Data items:
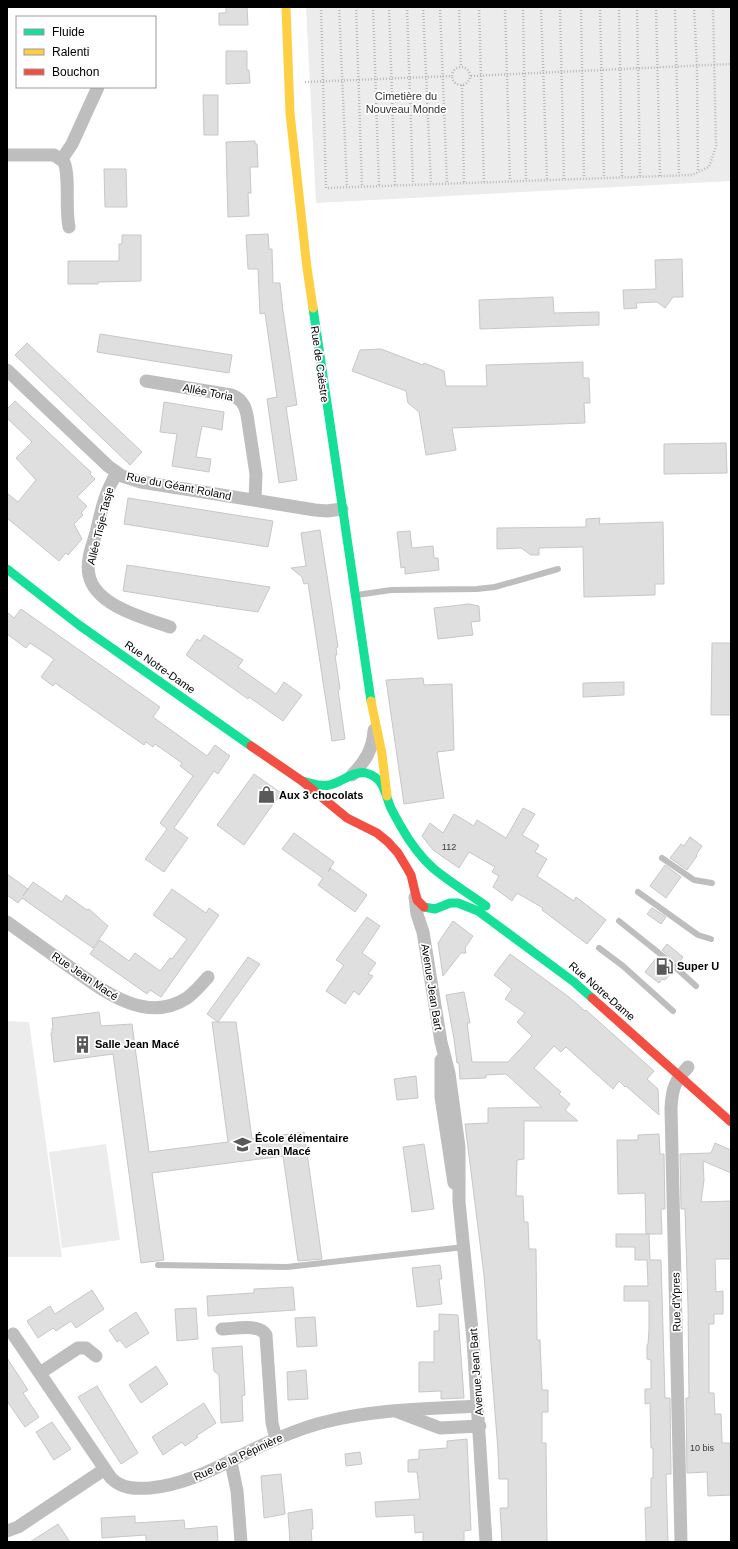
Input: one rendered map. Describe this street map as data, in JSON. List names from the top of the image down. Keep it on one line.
{"streets":{"main road":["Rue de Caëstre","Rue Notre-Dame"],"street":["Allée Toria","Rue du Géant Roland","Allée Tisje-Tasje","Rue Jean Macé","Avenue Jean Bart","Rue d'Ypres","Rue de la Pépinière"]},"crossings":[["Rue de Caëstre","Rue du Géant Roland"],["Rue de Caëstre","Rue Notre-Dame"],["Allée Toria","Rue du Géant Roland"],["Rue du Géant Roland","Allée Tisje-Tasje"],["Rue Notre-Dame","Avenue Jean Bart"],["Rue Notre-Dame","Rue d'Ypres"],["Avenue Jean Bart","Rue de la Pépinière"]],"parks":["Cimetière du Nouveau Monde"],"places":{"shop":["Aux 3 chocolats"],"fuel station":["Super U"],"building":["Salle Jean Macé"],"school or university":["École élémentaire Jean Macé"]},"house_numbers":["112","10 bis"],"legend":["Fluide","Ralenti","Bouchon"]}
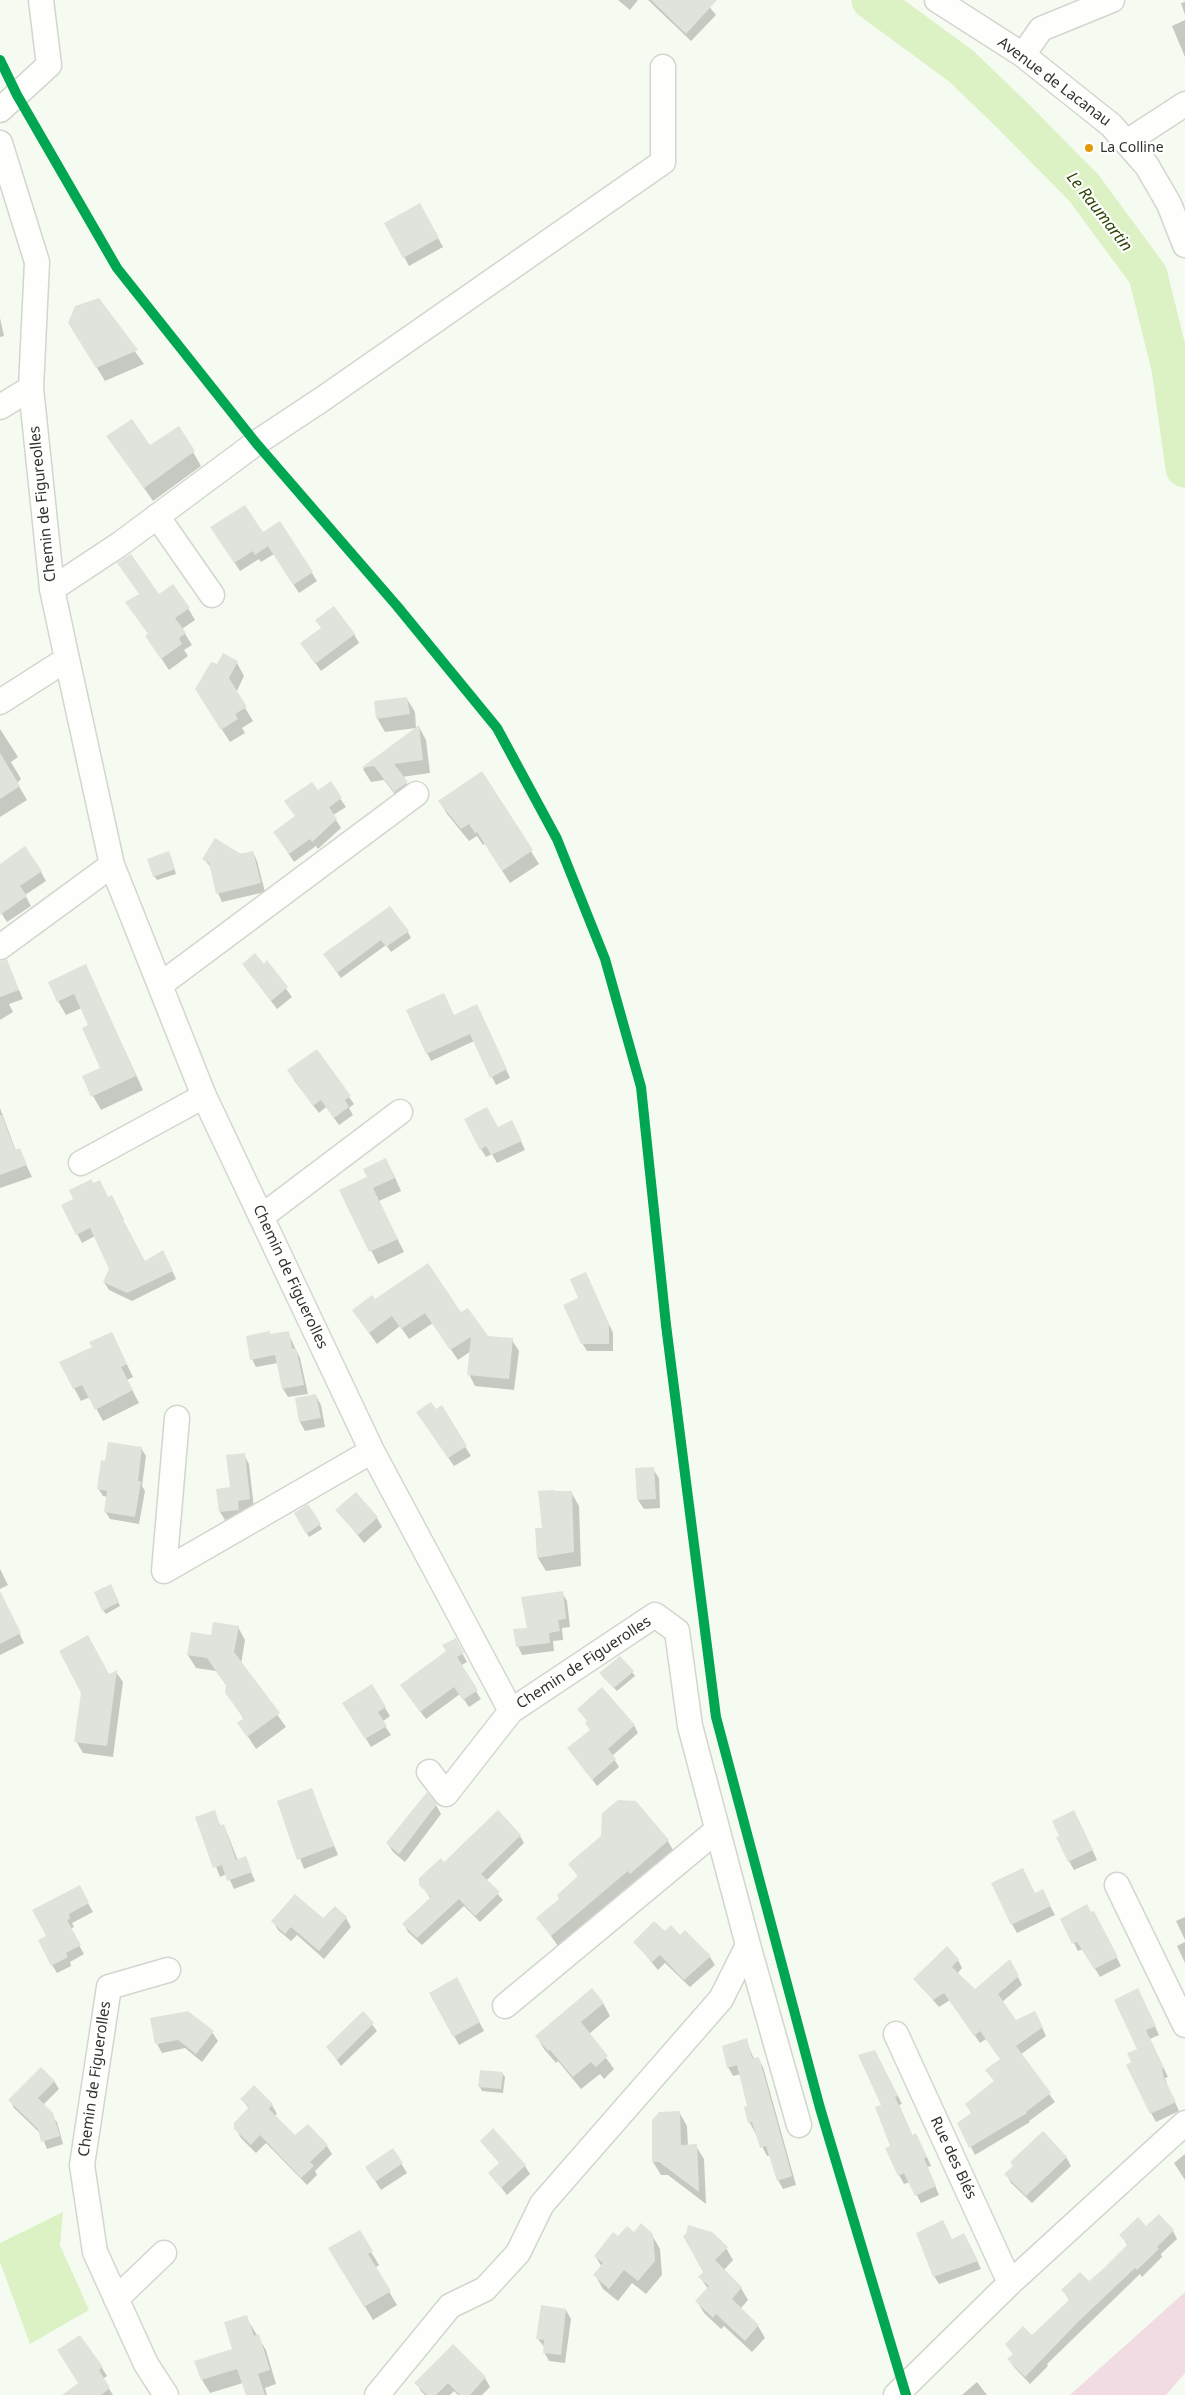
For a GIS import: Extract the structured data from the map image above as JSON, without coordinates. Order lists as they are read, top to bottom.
{
  "streets": {
    "street": [
      "Avenue de Lacanau",
      "Chemin de Figureolles",
      "Chemin de Figuerolles",
      "Rue des Blés"
    ]
  },
  "crossings": [
    ["Chemin de Figureolles", "Chemin de Figuerolles"]
  ],
  "water": ["Le Raumartin"],
  "places": ["La Colline"]
}
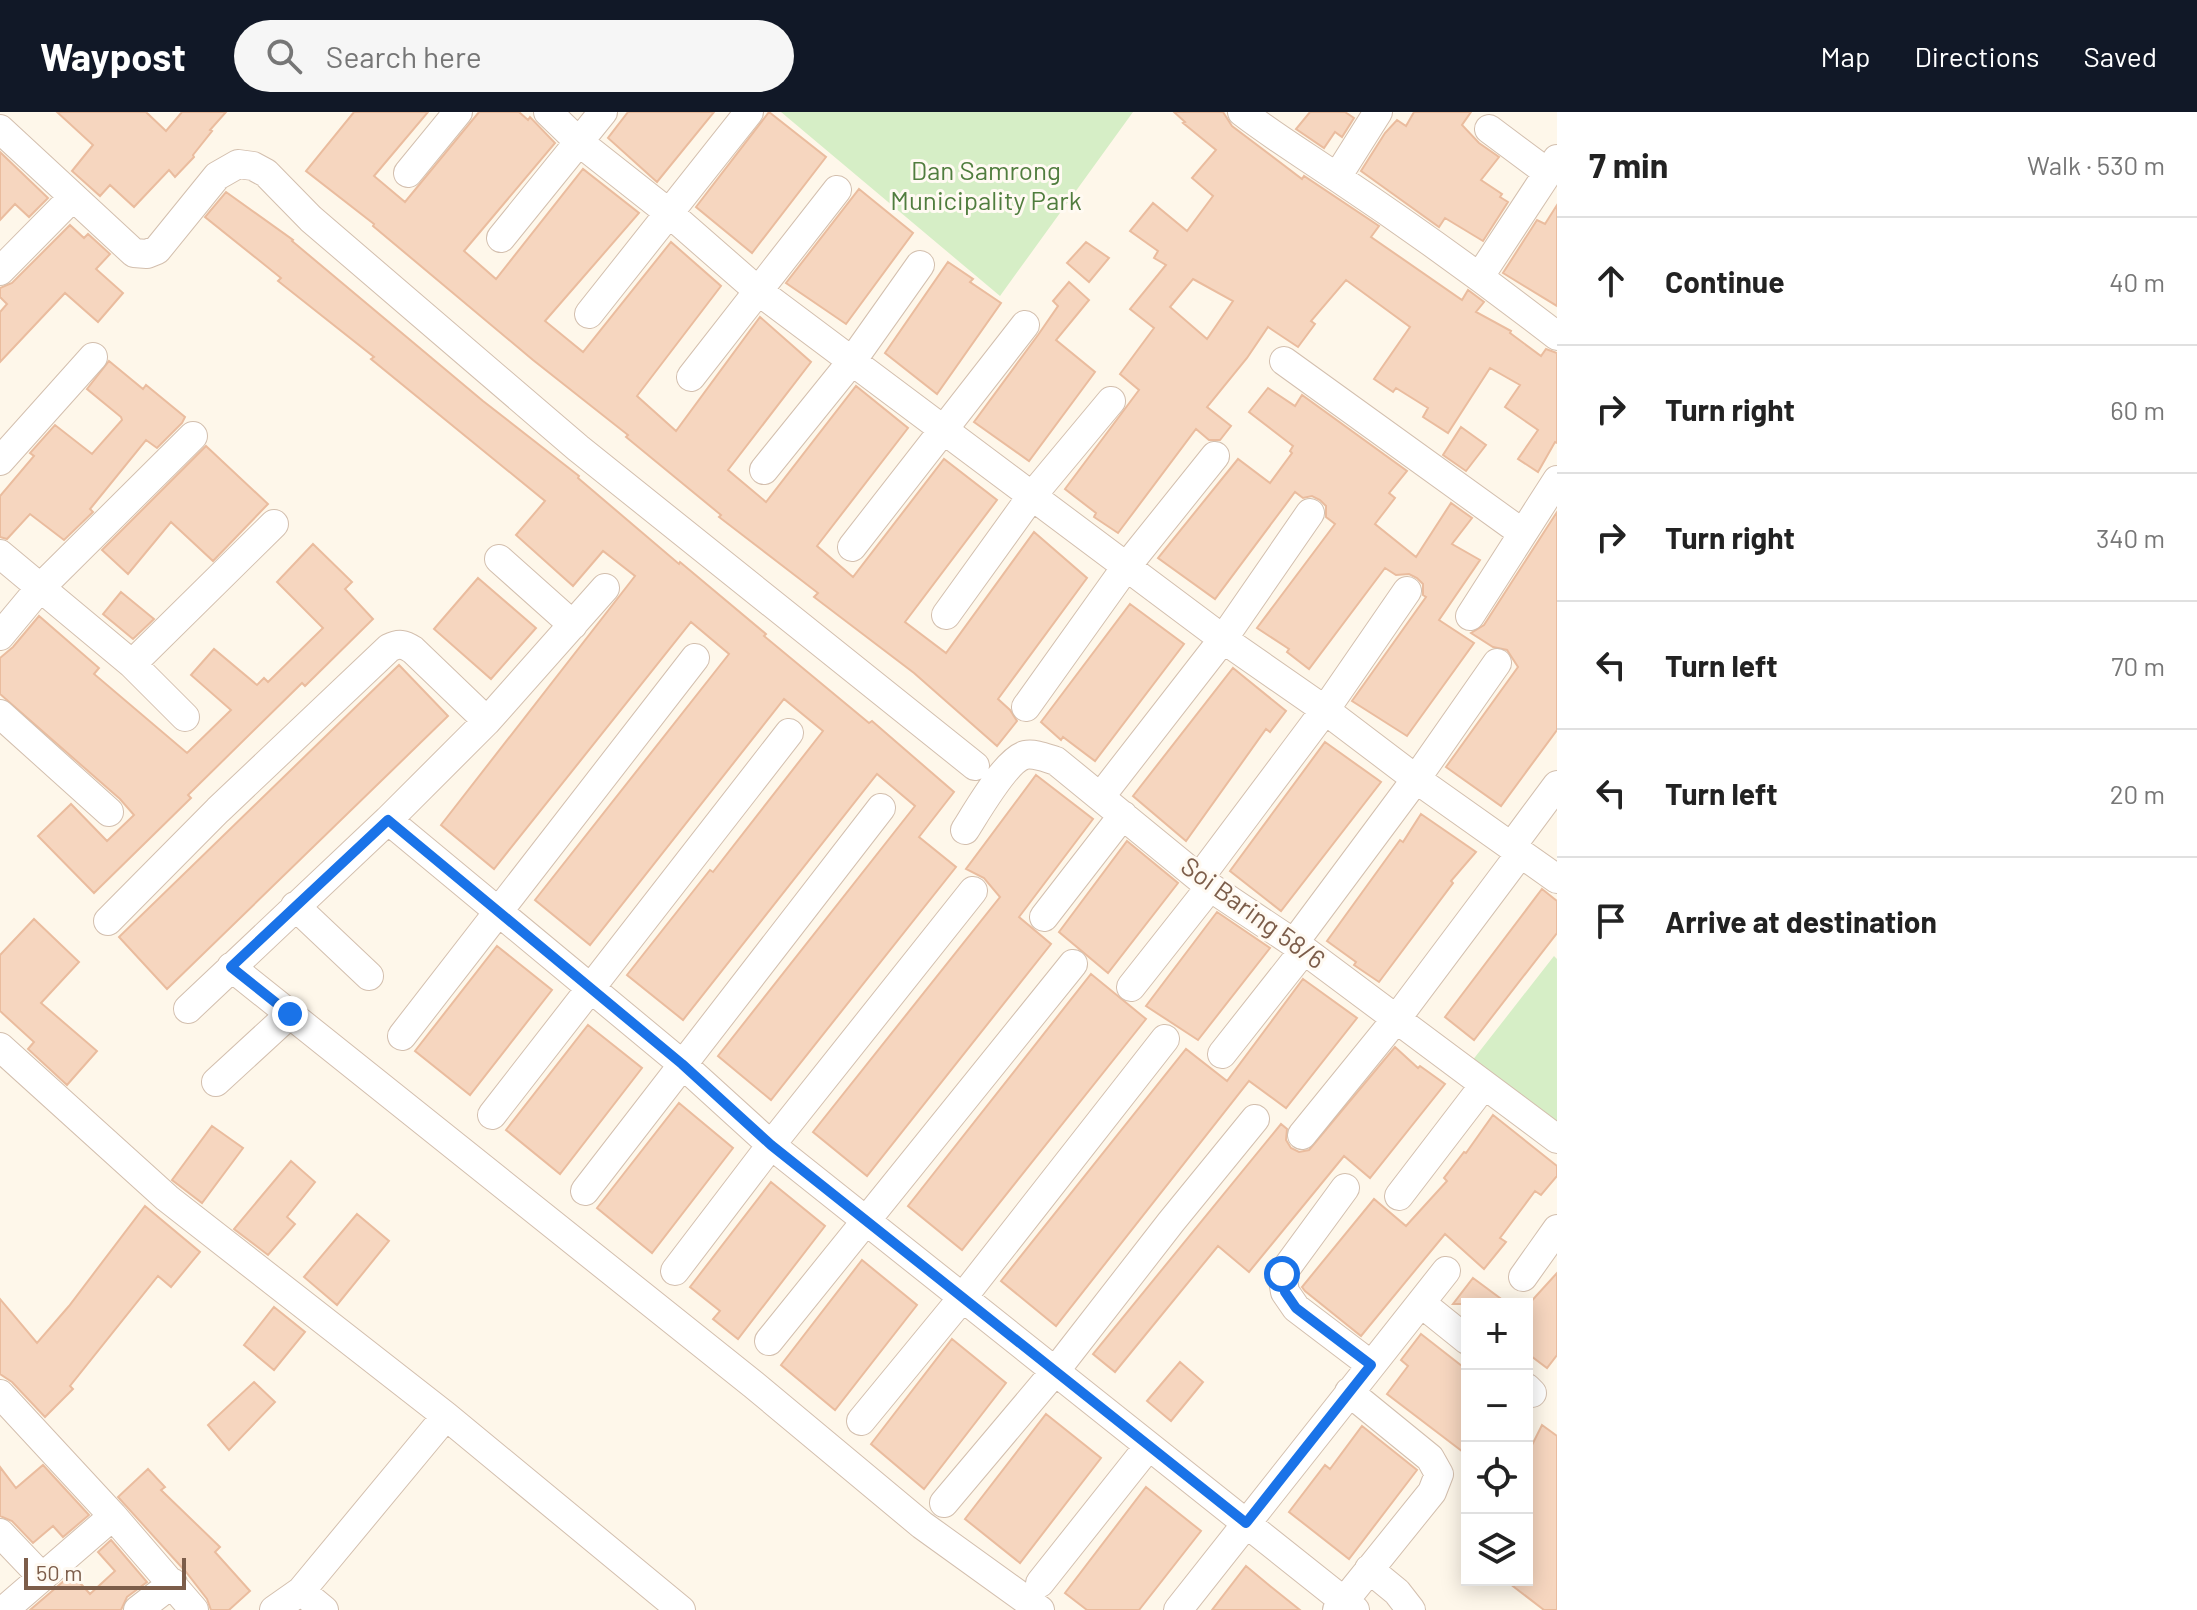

Task goal
Only the lines from the one with "For a GIS import: Extract" through the final line of the data should be written out, exactly and including both ends. Skip the pictures.

Result for this exercise
For a GIS import: Extract the structured data from the map image above as JSON, without coordinates. Order lists as they are read, top to bottom.
{
  "streets": {
    "street": [
      "Avenue de Lacanau",
      "Chemin de Figureolles",
      "Chemin de Figuerolles",
      "Rue des Blés"
    ]
  },
  "crossings": [
    ["Chemin de Figureolles", "Chemin de Figuerolles"]
  ],
  "water": ["Le Raumartin"],
  "places": ["La Colline"]
}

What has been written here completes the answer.